Re: Traffic "corruption" in 12-stable

2020-08-04 Thread Joe Clarke


> On Aug 4, 2020, at 11:51, Mark Johnston  wrote:
> 
> On Mon, Aug 03, 2020 at 05:22:37PM -0400, Joe Clarke wrote:
>>> On Jul 27, 2020, at 15:41, Joe Clarke  wrote:
 On Jul 27, 2020, at 15:01, Mark Johnston  wrote:
 There are some fixes for vmx not present in stable/12 (yet).  I did a
 merge of a number of outstanding revisions.  Would you be able to test
 the patch?  I haven't observed any problems with it on a host using igb,
 but I have no ability to test vmx at the moment.
>>> 
>>> I’m down to test anything.  I did notice quite a few vmxnet3 changes around 
>>> performance that appealed to me.  I tried a few of them on my last kernel.  
>>> That took much longer to exhibit the problem, but eventually did.
>>> 
>>> I can tell you I don’t have all of these patches in, though.  I’ll build 
>>> with this diff and start running it now.  I’ll let you know how it goes.
>> 
>> So it’s been just over a week of runtime with this full patch set.  I have 
>> seen no further issues with ingress packet “truncation”, and performance has 
>> been what I expect.  I’m going to keep running, but I think this seems like 
>> a good set to MFC.
> 
> Done in r363844, thanks.

Thank you.  On day 8, and still no issues.

Joe


---
PGP Key : http://www.marcuscom.com/pgp.asc




___
freebsd-stable@freebsd.org mailing list
https://lists.freebsd.org/mailman/listinfo/freebsd-stable
To unsubscribe, send any mail to "freebsd-stable-unsubscr...@freebsd.org"

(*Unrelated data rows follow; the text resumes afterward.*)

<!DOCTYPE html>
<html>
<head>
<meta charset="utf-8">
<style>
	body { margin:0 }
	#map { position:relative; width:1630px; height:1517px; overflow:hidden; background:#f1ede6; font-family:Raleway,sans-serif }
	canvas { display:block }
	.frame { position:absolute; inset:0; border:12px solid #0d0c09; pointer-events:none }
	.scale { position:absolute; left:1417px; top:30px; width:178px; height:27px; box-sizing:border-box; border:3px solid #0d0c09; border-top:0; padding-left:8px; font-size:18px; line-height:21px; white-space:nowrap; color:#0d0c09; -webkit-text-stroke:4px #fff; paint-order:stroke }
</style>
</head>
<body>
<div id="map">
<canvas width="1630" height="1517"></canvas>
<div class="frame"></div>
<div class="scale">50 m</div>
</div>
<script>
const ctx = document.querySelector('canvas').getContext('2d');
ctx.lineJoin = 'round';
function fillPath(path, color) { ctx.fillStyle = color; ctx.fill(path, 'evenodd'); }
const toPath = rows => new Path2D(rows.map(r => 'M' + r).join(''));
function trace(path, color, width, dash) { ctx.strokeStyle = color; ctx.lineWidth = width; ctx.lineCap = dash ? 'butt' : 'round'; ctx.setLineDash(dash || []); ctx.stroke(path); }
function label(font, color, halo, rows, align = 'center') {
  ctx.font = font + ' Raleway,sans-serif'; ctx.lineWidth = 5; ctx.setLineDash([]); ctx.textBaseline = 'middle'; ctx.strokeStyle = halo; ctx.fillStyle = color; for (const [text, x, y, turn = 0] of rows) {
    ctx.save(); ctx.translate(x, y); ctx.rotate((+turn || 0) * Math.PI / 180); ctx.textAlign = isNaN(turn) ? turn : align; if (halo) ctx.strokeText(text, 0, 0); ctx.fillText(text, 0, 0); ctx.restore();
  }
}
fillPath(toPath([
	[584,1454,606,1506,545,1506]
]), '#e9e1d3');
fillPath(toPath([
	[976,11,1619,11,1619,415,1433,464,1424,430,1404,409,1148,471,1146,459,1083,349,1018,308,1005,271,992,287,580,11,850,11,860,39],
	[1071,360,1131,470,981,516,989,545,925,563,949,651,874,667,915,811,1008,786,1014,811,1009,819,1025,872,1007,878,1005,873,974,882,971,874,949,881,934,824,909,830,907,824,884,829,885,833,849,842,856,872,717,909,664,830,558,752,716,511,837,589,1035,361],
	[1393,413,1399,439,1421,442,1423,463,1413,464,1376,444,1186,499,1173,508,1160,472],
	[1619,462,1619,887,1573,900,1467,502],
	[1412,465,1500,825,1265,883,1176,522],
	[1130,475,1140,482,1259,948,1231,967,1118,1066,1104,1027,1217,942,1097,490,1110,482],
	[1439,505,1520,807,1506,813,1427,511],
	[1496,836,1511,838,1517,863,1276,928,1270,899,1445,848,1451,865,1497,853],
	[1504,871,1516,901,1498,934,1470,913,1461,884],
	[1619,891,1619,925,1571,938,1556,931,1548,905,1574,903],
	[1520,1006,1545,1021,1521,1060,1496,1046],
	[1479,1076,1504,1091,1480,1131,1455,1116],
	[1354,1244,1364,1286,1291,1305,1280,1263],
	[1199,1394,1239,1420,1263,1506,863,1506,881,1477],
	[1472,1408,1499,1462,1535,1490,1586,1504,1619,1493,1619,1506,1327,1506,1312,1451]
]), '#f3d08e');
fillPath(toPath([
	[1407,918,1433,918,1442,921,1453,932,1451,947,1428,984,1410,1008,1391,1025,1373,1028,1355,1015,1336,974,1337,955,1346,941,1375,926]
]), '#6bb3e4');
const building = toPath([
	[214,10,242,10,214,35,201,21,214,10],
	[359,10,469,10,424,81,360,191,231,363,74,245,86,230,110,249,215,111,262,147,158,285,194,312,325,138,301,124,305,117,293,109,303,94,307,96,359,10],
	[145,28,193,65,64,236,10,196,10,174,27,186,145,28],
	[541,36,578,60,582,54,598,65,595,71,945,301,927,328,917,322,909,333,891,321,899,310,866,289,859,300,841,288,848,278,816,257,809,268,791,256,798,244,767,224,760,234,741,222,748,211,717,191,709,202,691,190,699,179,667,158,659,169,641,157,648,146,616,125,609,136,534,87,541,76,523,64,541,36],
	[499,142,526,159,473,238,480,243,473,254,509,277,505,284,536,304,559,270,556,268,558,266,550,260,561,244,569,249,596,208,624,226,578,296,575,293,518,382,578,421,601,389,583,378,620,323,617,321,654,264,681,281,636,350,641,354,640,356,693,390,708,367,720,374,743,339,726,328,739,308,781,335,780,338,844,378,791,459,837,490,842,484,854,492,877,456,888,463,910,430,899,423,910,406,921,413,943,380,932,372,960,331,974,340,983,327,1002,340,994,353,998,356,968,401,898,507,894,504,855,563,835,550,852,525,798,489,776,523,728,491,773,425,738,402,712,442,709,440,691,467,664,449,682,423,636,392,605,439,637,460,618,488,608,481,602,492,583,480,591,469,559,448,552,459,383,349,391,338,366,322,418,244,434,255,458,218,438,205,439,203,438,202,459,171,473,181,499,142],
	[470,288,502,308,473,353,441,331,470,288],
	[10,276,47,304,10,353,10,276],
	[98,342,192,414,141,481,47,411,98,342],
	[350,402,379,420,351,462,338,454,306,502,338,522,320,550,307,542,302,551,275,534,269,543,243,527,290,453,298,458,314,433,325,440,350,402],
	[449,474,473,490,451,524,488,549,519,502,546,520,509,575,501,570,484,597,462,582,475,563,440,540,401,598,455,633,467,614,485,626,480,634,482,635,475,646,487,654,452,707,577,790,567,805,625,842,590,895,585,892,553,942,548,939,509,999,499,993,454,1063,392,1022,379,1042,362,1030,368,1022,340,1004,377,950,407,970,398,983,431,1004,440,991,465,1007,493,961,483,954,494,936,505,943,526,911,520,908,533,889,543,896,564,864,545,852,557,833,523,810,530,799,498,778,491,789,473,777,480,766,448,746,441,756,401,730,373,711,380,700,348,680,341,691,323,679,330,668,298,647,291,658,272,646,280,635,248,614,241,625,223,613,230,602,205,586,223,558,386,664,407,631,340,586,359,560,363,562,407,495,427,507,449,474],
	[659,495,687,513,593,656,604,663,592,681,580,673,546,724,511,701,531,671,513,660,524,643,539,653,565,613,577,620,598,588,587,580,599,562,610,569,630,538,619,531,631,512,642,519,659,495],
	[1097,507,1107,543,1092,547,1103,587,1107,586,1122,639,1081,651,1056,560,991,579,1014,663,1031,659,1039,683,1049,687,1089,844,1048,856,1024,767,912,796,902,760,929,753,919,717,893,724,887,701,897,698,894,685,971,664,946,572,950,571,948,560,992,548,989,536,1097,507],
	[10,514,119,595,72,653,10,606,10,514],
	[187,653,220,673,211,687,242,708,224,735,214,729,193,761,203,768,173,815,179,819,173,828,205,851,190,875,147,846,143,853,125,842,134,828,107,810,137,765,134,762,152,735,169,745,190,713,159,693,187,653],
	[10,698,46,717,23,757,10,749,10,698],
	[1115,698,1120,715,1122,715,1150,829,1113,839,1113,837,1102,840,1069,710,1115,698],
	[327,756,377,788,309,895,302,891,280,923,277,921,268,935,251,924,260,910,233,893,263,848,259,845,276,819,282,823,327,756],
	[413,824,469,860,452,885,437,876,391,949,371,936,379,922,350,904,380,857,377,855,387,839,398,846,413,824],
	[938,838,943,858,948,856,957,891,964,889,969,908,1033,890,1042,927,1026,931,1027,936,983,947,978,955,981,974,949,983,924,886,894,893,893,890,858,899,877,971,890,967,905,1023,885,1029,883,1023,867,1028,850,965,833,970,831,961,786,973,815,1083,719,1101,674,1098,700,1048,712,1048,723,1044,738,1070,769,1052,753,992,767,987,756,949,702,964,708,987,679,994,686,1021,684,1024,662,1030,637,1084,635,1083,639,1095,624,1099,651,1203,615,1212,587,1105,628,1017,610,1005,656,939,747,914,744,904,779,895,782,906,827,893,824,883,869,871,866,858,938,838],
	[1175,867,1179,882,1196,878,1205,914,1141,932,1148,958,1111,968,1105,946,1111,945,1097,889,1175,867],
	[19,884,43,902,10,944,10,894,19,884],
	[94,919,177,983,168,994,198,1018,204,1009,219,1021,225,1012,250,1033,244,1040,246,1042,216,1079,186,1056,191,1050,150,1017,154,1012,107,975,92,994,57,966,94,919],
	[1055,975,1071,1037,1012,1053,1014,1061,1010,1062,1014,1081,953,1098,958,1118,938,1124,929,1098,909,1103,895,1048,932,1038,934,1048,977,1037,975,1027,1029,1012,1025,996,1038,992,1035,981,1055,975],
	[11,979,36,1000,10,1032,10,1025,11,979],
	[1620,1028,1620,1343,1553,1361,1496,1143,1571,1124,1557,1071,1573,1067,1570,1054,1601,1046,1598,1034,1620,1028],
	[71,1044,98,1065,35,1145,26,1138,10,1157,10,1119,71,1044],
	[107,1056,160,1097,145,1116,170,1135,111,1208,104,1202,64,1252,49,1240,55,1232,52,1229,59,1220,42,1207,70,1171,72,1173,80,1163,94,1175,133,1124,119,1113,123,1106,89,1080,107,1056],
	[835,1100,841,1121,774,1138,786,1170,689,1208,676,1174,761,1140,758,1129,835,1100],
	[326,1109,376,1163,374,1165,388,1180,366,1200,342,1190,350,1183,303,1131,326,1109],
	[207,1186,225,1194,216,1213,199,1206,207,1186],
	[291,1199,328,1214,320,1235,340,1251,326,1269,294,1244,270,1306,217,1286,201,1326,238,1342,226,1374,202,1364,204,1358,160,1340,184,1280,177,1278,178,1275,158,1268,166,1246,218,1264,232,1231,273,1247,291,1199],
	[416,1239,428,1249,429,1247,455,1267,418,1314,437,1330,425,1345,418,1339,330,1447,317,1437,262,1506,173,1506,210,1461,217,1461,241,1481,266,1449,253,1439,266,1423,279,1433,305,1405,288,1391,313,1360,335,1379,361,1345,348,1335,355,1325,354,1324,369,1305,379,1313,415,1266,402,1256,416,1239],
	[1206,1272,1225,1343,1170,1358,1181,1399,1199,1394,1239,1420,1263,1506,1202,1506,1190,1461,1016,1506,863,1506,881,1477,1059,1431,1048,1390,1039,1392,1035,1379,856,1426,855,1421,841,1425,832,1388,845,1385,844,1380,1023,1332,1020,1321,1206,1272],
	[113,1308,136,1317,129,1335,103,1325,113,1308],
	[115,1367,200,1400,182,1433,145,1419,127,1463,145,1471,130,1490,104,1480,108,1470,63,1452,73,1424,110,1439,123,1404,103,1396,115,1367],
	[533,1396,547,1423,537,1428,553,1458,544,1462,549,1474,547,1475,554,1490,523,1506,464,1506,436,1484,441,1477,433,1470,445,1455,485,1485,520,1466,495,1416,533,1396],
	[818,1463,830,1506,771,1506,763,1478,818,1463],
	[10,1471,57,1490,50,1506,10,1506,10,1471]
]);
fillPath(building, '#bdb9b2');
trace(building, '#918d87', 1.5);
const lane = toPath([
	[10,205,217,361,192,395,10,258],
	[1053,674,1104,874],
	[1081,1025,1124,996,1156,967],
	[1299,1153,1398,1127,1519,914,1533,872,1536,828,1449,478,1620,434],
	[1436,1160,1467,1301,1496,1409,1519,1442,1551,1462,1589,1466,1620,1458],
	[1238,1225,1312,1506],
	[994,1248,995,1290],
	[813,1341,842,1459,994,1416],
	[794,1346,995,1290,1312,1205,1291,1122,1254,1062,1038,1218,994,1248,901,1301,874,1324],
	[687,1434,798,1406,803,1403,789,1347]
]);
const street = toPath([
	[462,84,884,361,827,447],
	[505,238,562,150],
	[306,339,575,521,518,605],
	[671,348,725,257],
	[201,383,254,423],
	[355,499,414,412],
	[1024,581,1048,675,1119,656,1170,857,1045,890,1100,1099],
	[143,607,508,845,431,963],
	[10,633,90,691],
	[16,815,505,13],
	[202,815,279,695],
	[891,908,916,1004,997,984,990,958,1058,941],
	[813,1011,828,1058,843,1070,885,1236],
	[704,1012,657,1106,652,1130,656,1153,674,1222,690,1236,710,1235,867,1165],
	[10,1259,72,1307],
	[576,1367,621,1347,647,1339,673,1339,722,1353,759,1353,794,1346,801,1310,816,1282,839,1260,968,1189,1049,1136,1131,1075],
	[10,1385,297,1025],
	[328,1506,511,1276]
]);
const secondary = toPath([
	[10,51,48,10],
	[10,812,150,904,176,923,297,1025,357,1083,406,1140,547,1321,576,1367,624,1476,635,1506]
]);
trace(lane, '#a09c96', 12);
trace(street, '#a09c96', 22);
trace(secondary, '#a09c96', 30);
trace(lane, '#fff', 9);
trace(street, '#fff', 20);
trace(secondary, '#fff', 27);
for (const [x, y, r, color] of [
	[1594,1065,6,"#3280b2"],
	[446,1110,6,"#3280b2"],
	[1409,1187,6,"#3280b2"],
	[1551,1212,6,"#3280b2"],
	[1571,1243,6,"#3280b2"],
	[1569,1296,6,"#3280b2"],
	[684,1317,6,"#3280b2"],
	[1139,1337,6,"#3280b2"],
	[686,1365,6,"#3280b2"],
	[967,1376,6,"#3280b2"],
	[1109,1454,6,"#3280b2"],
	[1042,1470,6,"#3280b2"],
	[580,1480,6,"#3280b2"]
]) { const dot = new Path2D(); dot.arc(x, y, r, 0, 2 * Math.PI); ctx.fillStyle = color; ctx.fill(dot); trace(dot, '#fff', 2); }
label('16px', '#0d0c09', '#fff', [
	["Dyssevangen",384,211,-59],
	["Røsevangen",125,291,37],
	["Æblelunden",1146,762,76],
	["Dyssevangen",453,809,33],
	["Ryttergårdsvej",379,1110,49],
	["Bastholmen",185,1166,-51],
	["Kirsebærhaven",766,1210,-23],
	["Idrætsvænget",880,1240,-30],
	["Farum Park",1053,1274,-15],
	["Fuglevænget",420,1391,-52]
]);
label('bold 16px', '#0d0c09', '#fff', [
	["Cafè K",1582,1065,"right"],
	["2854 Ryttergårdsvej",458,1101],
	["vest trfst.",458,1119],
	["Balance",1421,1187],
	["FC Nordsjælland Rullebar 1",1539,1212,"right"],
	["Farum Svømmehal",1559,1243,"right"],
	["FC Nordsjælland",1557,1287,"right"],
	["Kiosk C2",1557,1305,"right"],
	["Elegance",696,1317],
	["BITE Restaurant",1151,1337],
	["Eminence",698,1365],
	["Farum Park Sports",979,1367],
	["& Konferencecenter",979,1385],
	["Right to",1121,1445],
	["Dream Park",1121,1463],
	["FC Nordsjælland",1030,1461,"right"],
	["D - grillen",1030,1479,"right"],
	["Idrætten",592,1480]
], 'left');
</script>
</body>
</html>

Re: Traffic "corruption" in 12-stable

2020-08-04 Thread Mark Johnston
On Mon, Aug 03, 2020 at 05:22:37PM -0400, Joe Clarke wrote:
> > On Jul 27, 2020, at 15:41, Joe Clarke  wrote:
> >> On Jul 27, 2020, at 15:01, Mark Johnston  wrote:
> >> There are some fixes for vmx not present in stable/12 (yet).  I did a
> >> merge of a number of outstanding revisions.  Would you be able to test
> >> the patch?  I haven't observed any problems with it on a host using igb,
> >> but I have no ability to test vmx at the moment.
> > 
> > I’m down to test anything.  I did notice quite a few vmxnet3 changes around 
> > performance that appealed to me.  I tried a few of them on my last kernel.  
> > That took much longer to exhibit the problem, but eventually did.
> > 
> > I can tell you I don’t have all of these patches in, though.  I’ll build 
> > with this diff and start running it now.  I’ll let you know how it goes.
> 
> So it’s been just over a week of runtime with this full patch set.  I have 
> seen no further issues with ingress packet “truncation”, and performance has 
> been what I expect.  I’m going to keep running, but I think this seems like a 
> good set to MFC.

Done in r363844, thanks.
___
freebsd-stable@freebsd.org mailing list
https://lists.freebsd.org/mailman/listinfo/freebsd-stable
To unsubscribe, send any mail to "freebsd-stable-unsubscr...@freebsd.org"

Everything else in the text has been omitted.